See Hit probability vs. Size of Cache compares the size
of the cache to the probability of a hit for one client trace. At 5000 items,
the hit rate peaks near 90%. Using an approximate entry size of 250 bytes,
9000 entries translates to a local DNS cache of about 1.25MB. Caching all
the entries for the day would increase the cache size to about 2.25MB. Although
cache size varies with the activity level of the client, the hit rate below
is representative of the logs examined.
4: Anticipation and DNS-Web
Cooperation
Web caches are used to reduce user
latency and preserve network resources. However, the reuse rate is often
less than 50%[4][5][6]. Web documents contain inherent prefetching hints,
in the form of internal references, so prefetching has been explored as a
way to further reduce user latency. DNS entries and requests do not contain
any prefetching hints. Because every Web request triggers a DNS request,
there may be benefits possible through cooperation with the Web cache to
make DNS prefetch requests.
Because Web documents vary widely,
one of the problems with Web prefetching is that it is impossible to predict
the size of the documents that will be requested and the amount of time it
will take to make the request. In contrast, DNS records are compact, approximately
250 bytes, and the transaction can be handled relatively quickly. To demonstrate
the behavior of a DNS cache cooperating with a Web cache, a Squid client
log was used as a request stream. Each HTML item requested was also downloaded
and its internal reference information harvested, treating new server names
as DNS prefetches. The benefit from prefetching each of the internally referenced
DNS names can be measured.
- 4.1: Cache Size
See DNS Cache Size over Time examines the size of the DNS
cache over time for a single Squid client. The following plots represent
the same trace used in See Hit probability
vs. Size of Cache. The cache grows as the client makes more requests.

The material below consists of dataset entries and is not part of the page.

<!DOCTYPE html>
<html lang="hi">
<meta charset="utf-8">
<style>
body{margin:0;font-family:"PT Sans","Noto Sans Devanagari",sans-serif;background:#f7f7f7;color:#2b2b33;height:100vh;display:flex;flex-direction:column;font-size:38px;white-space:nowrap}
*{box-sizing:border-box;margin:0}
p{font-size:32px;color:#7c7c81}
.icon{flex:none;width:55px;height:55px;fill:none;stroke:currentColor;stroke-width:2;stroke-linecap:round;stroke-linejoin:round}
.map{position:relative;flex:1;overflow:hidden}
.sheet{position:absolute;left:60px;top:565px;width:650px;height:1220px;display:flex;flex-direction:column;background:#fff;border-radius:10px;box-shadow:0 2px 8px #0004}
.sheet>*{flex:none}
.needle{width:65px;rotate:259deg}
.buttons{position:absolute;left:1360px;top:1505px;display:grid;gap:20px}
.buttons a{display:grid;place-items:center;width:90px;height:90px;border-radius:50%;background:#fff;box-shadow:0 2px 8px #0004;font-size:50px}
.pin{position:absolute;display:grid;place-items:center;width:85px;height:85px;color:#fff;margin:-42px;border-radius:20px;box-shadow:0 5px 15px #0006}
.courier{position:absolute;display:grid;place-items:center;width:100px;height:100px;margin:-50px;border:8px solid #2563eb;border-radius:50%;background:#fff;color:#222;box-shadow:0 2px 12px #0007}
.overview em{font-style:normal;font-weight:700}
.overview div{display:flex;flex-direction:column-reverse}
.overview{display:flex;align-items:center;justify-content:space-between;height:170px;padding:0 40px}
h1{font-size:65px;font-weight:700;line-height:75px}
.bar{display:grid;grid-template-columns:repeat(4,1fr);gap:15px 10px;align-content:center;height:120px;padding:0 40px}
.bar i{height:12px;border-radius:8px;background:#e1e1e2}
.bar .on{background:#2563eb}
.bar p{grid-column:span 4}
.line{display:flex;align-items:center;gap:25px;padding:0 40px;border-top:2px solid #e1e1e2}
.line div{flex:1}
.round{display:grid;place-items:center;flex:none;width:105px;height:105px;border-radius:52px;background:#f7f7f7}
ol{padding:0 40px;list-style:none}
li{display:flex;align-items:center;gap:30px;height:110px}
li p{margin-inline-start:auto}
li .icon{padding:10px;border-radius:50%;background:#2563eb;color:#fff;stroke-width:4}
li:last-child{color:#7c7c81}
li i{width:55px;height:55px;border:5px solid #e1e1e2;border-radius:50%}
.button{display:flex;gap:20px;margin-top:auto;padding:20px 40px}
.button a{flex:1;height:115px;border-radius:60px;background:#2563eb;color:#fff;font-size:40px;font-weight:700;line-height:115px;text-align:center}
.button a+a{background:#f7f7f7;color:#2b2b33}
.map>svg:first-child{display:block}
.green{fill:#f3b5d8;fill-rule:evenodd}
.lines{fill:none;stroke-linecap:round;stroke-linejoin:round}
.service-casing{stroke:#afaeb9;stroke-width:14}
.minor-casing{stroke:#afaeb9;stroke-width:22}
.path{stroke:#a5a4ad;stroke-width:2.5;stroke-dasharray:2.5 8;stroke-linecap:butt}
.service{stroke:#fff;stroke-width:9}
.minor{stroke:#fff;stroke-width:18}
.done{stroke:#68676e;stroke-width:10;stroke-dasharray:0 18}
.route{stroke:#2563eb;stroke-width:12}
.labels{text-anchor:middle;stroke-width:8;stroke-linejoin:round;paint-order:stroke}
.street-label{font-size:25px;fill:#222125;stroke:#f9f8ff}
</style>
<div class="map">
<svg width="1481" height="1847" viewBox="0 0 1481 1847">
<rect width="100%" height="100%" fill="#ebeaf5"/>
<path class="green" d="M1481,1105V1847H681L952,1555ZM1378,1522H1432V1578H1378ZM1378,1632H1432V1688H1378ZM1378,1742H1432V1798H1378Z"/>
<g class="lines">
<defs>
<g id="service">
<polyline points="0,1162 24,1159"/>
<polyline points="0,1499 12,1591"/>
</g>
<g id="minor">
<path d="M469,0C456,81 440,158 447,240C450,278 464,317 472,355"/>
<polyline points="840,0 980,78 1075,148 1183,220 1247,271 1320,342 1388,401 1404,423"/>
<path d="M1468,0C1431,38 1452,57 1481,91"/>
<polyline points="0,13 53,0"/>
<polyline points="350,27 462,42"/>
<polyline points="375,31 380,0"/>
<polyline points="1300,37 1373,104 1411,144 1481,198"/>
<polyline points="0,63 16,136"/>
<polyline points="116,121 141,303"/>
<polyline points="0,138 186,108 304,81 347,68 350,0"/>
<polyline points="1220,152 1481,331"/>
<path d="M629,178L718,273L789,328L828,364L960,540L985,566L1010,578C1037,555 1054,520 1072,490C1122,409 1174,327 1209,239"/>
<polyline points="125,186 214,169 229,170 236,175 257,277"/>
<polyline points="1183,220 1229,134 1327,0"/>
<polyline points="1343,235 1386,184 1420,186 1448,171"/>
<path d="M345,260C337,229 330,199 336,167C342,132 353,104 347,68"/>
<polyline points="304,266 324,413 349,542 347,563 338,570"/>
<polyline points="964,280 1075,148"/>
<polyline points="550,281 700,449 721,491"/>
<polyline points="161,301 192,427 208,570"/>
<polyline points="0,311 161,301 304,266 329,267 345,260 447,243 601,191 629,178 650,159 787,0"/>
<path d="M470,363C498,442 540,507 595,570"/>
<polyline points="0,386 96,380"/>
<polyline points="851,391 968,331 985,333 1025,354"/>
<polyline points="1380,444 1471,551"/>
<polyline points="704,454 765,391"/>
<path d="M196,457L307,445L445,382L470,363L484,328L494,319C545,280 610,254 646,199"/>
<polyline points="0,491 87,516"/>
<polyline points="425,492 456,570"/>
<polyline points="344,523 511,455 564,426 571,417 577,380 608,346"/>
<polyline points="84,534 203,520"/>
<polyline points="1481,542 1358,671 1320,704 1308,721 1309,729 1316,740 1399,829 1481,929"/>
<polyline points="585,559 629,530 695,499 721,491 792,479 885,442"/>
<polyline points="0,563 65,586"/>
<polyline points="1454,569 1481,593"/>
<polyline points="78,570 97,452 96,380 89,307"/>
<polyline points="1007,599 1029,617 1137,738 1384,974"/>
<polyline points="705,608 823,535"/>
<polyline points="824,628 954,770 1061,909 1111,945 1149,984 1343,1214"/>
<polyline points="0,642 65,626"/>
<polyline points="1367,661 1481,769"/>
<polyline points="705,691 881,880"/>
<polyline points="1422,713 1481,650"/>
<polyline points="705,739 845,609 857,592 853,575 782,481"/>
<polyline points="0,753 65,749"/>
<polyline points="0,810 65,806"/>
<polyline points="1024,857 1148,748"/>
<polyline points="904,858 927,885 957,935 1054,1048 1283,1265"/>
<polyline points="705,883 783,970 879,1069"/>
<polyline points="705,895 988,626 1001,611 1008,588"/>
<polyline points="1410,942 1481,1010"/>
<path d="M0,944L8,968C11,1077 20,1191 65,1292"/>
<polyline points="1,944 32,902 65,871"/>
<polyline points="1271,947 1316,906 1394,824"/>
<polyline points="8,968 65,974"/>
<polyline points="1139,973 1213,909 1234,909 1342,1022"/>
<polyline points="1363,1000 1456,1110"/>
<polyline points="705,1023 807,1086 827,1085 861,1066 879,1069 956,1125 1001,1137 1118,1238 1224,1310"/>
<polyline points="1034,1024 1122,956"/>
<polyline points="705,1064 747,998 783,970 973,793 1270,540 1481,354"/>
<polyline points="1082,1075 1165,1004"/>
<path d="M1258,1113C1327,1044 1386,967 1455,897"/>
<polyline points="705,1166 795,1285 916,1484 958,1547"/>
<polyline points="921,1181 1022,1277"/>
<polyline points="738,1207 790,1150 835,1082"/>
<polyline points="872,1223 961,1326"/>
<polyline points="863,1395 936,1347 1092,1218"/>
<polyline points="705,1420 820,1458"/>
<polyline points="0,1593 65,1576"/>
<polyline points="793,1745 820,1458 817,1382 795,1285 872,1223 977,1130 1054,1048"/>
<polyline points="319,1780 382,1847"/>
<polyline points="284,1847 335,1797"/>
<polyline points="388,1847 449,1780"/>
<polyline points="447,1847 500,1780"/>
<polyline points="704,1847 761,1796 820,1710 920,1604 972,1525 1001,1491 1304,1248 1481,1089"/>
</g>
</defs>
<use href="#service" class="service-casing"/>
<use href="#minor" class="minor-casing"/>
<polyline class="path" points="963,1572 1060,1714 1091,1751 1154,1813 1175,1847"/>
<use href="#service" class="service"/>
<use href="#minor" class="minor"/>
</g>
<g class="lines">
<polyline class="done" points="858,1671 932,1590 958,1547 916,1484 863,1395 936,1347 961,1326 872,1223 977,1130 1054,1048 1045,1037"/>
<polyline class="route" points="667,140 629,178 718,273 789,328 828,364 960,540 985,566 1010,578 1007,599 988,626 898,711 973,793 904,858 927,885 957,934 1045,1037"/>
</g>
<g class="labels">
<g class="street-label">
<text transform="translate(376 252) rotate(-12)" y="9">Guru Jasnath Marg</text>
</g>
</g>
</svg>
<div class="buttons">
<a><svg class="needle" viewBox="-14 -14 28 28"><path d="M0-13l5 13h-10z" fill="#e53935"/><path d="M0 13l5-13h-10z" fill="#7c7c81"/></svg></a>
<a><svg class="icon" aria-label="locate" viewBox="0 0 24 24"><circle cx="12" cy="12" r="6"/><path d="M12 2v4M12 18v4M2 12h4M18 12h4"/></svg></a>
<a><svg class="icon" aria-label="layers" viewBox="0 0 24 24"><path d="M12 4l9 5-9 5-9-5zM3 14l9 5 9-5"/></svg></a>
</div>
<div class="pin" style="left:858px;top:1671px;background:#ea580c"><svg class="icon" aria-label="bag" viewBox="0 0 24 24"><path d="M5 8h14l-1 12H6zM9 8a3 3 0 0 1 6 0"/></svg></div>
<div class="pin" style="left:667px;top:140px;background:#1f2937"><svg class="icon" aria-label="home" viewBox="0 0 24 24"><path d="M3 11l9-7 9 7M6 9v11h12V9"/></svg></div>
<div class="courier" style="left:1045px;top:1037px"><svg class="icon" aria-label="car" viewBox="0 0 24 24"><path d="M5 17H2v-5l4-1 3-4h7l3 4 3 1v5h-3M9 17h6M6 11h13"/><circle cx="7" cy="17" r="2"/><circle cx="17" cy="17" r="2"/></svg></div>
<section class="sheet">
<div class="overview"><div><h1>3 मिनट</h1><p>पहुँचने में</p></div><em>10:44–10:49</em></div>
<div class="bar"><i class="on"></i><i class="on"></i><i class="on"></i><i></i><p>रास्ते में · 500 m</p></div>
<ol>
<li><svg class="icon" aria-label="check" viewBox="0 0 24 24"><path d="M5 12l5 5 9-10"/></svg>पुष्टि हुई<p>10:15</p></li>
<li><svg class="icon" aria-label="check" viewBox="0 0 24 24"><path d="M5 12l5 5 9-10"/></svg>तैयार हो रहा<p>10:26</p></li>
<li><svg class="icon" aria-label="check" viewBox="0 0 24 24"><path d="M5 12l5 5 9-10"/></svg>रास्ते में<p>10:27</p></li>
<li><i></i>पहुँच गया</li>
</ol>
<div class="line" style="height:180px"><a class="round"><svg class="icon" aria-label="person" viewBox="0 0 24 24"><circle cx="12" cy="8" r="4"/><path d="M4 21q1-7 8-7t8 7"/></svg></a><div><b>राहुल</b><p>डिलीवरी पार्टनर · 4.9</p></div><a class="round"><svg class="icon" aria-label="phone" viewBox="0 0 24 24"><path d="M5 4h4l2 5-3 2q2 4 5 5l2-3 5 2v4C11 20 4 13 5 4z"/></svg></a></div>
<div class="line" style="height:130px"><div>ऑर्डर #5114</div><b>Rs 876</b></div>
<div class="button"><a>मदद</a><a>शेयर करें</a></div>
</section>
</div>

The lower line represents simple caching, where entries are added to the
cache as they are requested. By the end of the day, the cache has grown to
approximately 9000 entries, as shown in See Hit probability vs. Size of Cache. The upper line represents
anticipation, where all internal references are harvested from HTML documents
and cached in addition to the original DNS request. With anticipation, the
size of the DNS cache increases by a factor of 2-3. For most clients, this
is not prohibitive.
- 4.2: Hit Benefit
See Percentage of Requests Satisfied by Cache Hits examines
the hit rate over time. After the initial cache loading period in the first
hour, the hit rate for simple caching approaches the rate expected in See Hit probability vs. Size of Cache.
The hit rate for anticipation is represented by the upper line. Although
anticipation does yield an improvement, the total benefit to individual clients
is unclear, due to a range of factors that could not be analyzed in the available
Squid traces. These factors will be discussed in the next section.
5: Future Work
The Squid traces used for this
analysis come from highly cached systems. Individual Squid clients extracted
from the daily logs do not reasonably represent individual users. Directly
measured user traces are required, because it is likely that Web-DNS cache
cooperation is of direct benefit to individual users, and the network latency
that they incur. The simulation attempted to retrieve every URL in a given
log, but some items were no longer available, or required missing cookies
or specific authorization. A better trace would include all communications
with the browser to get a complete set of requests and reference URLs.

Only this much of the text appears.